The Clerk: A xxxxxxxxxxx. (deleted for The Clerk's privacy)
Rosencrantz: I saw Gunilla (verb-xing) (gossipname2), (prep) (art) american lotus last night.

Okay, obviously something is going on that I'm missing. The (object2)s, (gossipname2)s, etc. never show up, and sometimes (not all the time) instead of getting plug-ins to plug in, they just regurgitate from Rosie's mouth verbatim, parentheses and all. How in the name of all that is holy can this be stopped?

NEW 17 years ago #14203
Some of those are specific to keyphrases. Also, (gossipname2) never works; try "(friend)" or "(enemy)".

(object2) SHOULD work.

NEW 17 years ago #14204
I laughed through a lot of this conversation... here are some of the best bits. Thanks, Clerk!

Sonora: Someone told me I was talking to someone who has seen everything a while back, and I hope it wasn't you!
The Clerk: Okay, now you've lost me.
Sonora: Well, go up to the service desk and wait for your parents to notice you're missing.
The Clerk: My parents don't notice me period.
Sonora: Do you want your parents any more?
The Clerk: Hmm. That's an interesting question. I'm not sure.
Sonora: Then don't raise your hand!
The Clerk: I just took a bath.
Sonora: Whoa. Ya just took a bath? Who'da thunk it?
The Clerk: How many baths do you take, ya freaky little reptile?
Sonora: I don't think I am a freaky little reptile.
The Clerk: Well, that just proves that you are.
Sonora: I am?
The Clerk: Yup.

The Clerk: I saw on Animal Planet that scorpions are an endangered species and that anyone who eats, harms, or even offends them will be shot.
Sonora: And they say optimism is dead.
The Clerk: That makes you optimistic?
Sonora: Wouldn't it be neat if Chess were set in the desert?
The Clerk: Well, maybe you could explain how it would be neat, I'd say yes.
Sonora: Why would ANYone say yes?
The Clerk: Okay, fine.
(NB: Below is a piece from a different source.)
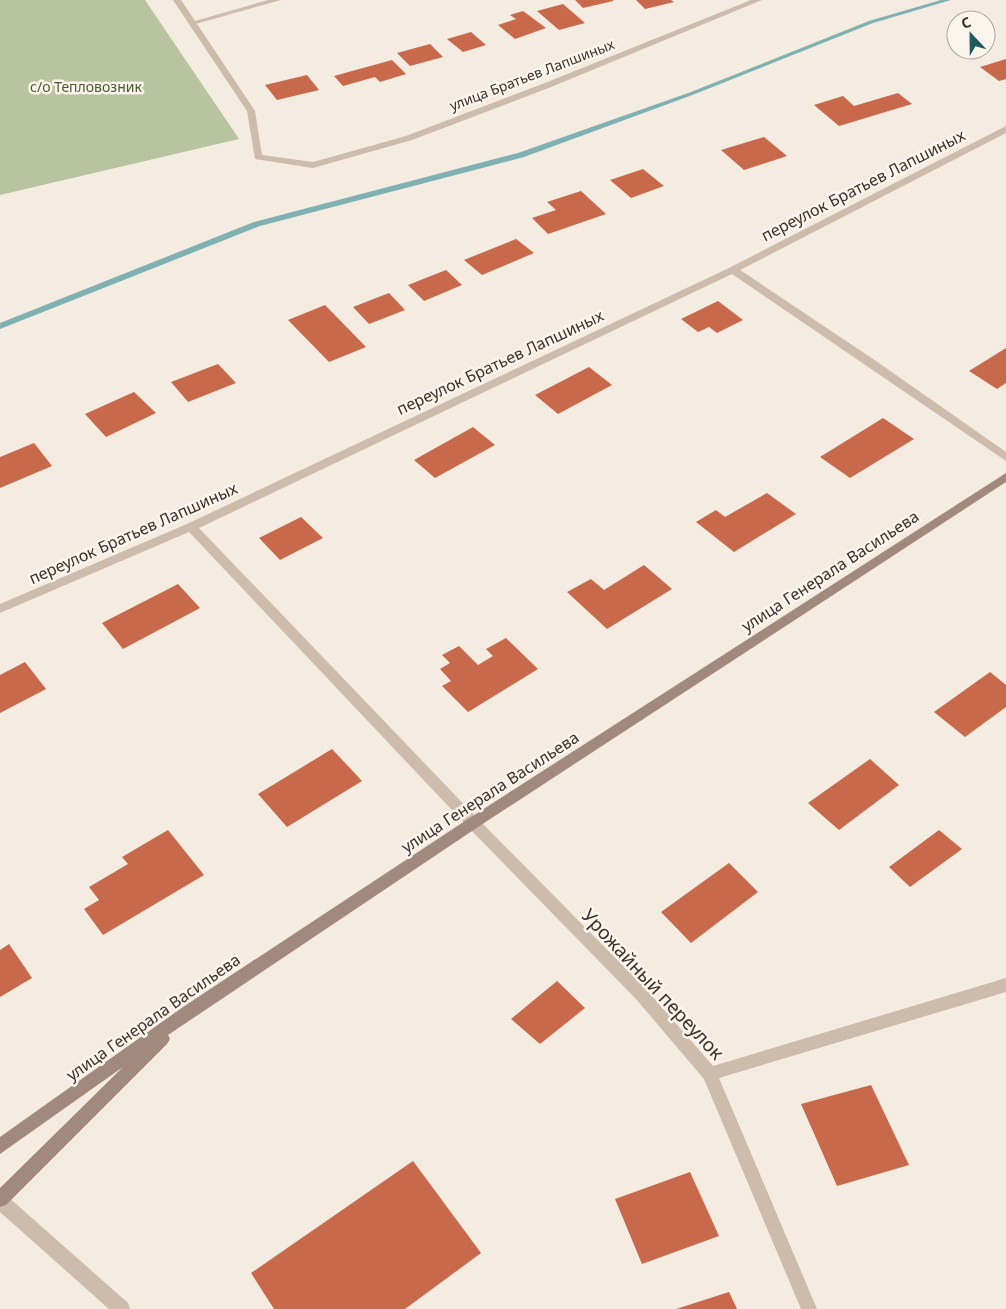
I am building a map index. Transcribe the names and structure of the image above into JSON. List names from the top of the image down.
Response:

No. Do you have a clue what you're about?
Sonora: I used to have a clue, but then it ran away. The desert is so pretty in October...
The Clerk: Can you see the stars at night?
Sonora: Only if you'll give me lots and lots of scorpions.
The Clerk: Sonora, I just told you that scorpions are off-limits under penalty of death, and my handing them over to you would kill us both.
Sonora: Uh-oh... *edges away*
The Clerk: Yeah. You're going to have to take up Snickers bars or something.
Sonora: Nope.
The Clerk: How about cockroaches?

NEW 17 years ago #14205
Sonora: It's weird, but Juni reminds me of the worm!
Fizzy Schizoid: That's one way of putting it.
Sonora: Whoa, that IS one way. What should we do about it?
Fizzy Schizoid: I'm not sure yet. We need to give it some thought.
Sonora: Then don't raise your hand!
Fizzy Schizoid: Is that a warning or a command?
Sonora: I choose door number eight!
Fizzy Schizoid: It's not a choice when someone is pointing a gun to your head.
Sonora: Oh well. That part of the plan will have to wait.

NEW 17 years ago #14206
Fizzy Schizoid: So, have you made up your mind whether I am a bot or not?
Ulrike: Oy think you're an encyclopedia salesman.
Fizzy Schizoid: How did you come to this astounding conclusion?
Ulrike: By watching too much Monty Python!
Fizzy Schizoid: I saw a Python at the zoo one time.
Ulrike: Did you eat it?
Fizzy Schizoid: It was necessary, in order to save the universe.
Ulrike: Oh? The python was going to destroy the universe? How quaint.

NEW 17 years ago #14207
Fizzy Schizoid: Will you watch the sun turn ordinary burlywood with me?
Sonora: Will there be scorpions, and assassin bugs?
Fizzy Schizoid: Ooh! I love scorpions! They taste delicious!
Sonora: So...is it still lethal?
Fizzy Schizoid: *shrugs his aquamarine shoulders*

NEW 17 years ago #14208

Volleyball: I remember dreaming about you. Or was it you, dreaming about me?
Poseidon: I'm not sure whether i'm dreaming about me or not!
Volleyball: I dreamed that you were not sure whether you are dreaming about you, but when I woke up I realized that it was me.

NEW 17 years ago #14209
Bildgesmythe: Just because rats spread the plague and killed off 3/4 of the population of Europe, is no reason not to like rats.
Guest153: I like rats. They're cute.
Bildgesmythe: A rat is smart and cute. I like rats.
Guest153: I've had several pet rats.
Bildgesmythe: I like rats, they make great pets.
Guest153: If you handle them a lot when they're young, they don't bite.
Bildgesmythe: Yes they do!

Guest153: who is the dragon on your avatar?
Bildgesmythe: I suppose you mean me?
Guest153: are you a dragon?
Bildgesmythe: Yep, the fire breathing, the wings, and the fact that I am over fifteen feet tall, with green scales, is a dead give away.
Guest153: cool

Guest153: i am a dragon hunter
Bildgesmythe: What gave you the idea that you could harm a dragon.
Guest153: i got a sword
Bildgesmythe: The pen is mightier than the sword,,but the sword leaves a much bigger mark.

Guest153: I am a knight!
Bildgesmythe: Don't believe all that trash about knights being the good guys, some were mean!
Guest153: I know, I am mean too...
Bildgesmythe: You are really mean? That is so cool!
Guest153: Thanks, I like being mean.
Bildgesmythe: I like being mean.
Guest153: So we both are pretty mean, do you eat little children?
Bildgesmythe: Knights are high on my list of can goods.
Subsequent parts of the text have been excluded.